I need to go back through the templates for various options, especially the various dag-based options and especially the dagnabbit bits, and also the cvmfs tarball upload service calls.
Questions at the moment:
- I have a "get_schedd()" call that currently just picks from jobsub01..3 at random; how should the thin-client jobsub pick a schedd? Should the avaliable schedd's be listed in a config, or should there be a web page we should check, or???
- Do we want to support resilient DCache for tarball dropoff, or only the cvmfs publication service (which is how I have it at the moment).
#3 Updated by Dennis Box 10 months ago
Recipe for submitting using raw condor commands on jobsubdevgpvm01. According to condor_q -better-analyze, these jobs will eventually run
1) make a proxy using kx509 or voms-proxy-init or whatever. In this example its called 'nova_proxy'
2) scp nova_proxy rexbatch@jobsubdevgpvm01:dbox/submit_dir/testjobs
3) ssh rexbatch@jobsubdevgpvm01.fnal.gov
-bash-4.2$ cd dbox/submit_dir/testjobs
-bash-4.2$ cat testjob.jdf
universe = vanilla
executable = system-info.sh
output = joboutput/out.$(cluster).$(process)
error = joboutput/err.$(cluster).$(process)
log = joboutput/log.$(cluster).$(process)
should_transfer_files = YES
when_to_transfer_output = ON_EXIT_OR_EVICT
#x509userproxy=/local/home/testuser/security/grid_proxy
x509userproxy=nova_proxy
Requirements =
queue 3
-bash-4.2$ condor_submit testjob.jdf
Submitting job(s)...
3 job(s) submitted to cluster 39107.
-bash-4.2$ condor_q rexbatch
-- Schedd: jobsubdevgpvm01.fnal.gov : <131.225.240.23:9615?... @ 05/05/20 14:54:50
OWNER BATCH_NAME SUBMITTED DONE RUN IDLE TOTAL JOB_IDS
rexbatch ID: 39107 5/5 14:42 _ _ 3 3 39107.0-2
Total for query: 3 jobs; 0 completed, 0 removed, 3 idle, 0 running, 0 held, 0 suspended
Total for all users: 93 jobs; 0 completed, 0 removed, 93 idle, 0 running, 0 held, 0 suspended
bash-4.2$ 1 rexbatch fife 1113 May 5 14:42 log.39107.1
-bash-4.2$ ls -lart joboutput/
total 20
drwxr-xr-x 3 rexbatch fife 4096 May 5 14:42 ..

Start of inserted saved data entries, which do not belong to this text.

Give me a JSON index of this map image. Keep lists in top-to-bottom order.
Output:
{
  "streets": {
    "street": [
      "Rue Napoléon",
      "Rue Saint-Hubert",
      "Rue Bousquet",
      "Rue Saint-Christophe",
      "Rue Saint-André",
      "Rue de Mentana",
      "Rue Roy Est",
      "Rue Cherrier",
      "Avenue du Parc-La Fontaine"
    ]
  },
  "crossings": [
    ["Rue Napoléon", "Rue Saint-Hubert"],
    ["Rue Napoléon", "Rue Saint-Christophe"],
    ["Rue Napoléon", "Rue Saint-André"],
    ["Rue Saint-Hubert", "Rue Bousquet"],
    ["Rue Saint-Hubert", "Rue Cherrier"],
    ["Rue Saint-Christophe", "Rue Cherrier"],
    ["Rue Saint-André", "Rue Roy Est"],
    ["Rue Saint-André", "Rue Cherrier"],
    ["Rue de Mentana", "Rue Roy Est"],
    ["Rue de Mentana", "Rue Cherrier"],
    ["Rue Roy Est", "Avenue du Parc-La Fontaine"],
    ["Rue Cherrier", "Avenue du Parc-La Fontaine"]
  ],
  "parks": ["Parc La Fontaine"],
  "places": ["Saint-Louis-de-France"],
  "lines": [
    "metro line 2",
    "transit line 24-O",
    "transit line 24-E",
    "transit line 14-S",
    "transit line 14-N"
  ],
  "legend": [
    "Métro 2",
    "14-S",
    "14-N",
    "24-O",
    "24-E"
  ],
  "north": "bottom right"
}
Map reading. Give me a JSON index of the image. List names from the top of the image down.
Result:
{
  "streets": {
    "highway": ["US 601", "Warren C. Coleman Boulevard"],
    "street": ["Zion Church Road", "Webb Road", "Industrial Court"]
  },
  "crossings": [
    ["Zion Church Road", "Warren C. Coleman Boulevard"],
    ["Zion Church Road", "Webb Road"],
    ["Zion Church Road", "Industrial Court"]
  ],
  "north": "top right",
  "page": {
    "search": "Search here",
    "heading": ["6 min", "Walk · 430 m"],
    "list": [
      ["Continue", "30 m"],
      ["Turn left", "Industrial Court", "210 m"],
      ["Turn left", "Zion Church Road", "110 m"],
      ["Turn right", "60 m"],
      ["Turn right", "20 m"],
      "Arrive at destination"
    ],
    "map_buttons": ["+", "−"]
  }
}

-rw-r--r-rw-r--r- 1 rexbatch fife 1113 May 5 14:42 log.39107.0
drwxr-xr-x 2 rexbatch fife 4096 May 5 14:42 .rw-r--r- 1 rexbatch fife 1113 May 5 14:42 log.39107.2
-bash-4.2$ condor_q -better-analyze 39107.0
-- Schedd: jobsubdevgpvm01.fnal.gov : <131.225.240.23:9615?...
The Requirements expression for job 39107.000 is
(TARGET.Arch "X86_64") && (TARGET.OpSys "LINUX") && (TARGET.Disk >= RequestDisk) && (TARGET.Memory >= RequestMemory) &&
(TARGET.HasFileTransfer)
Job 39107.000 defines the following attributes:
JobUniverse = 5
RequestDisk = ifThenElse(JobUniverse != 7,10000000,16000)
RequestMemory = ifThenElse(JobUniverse != 7,2000,10)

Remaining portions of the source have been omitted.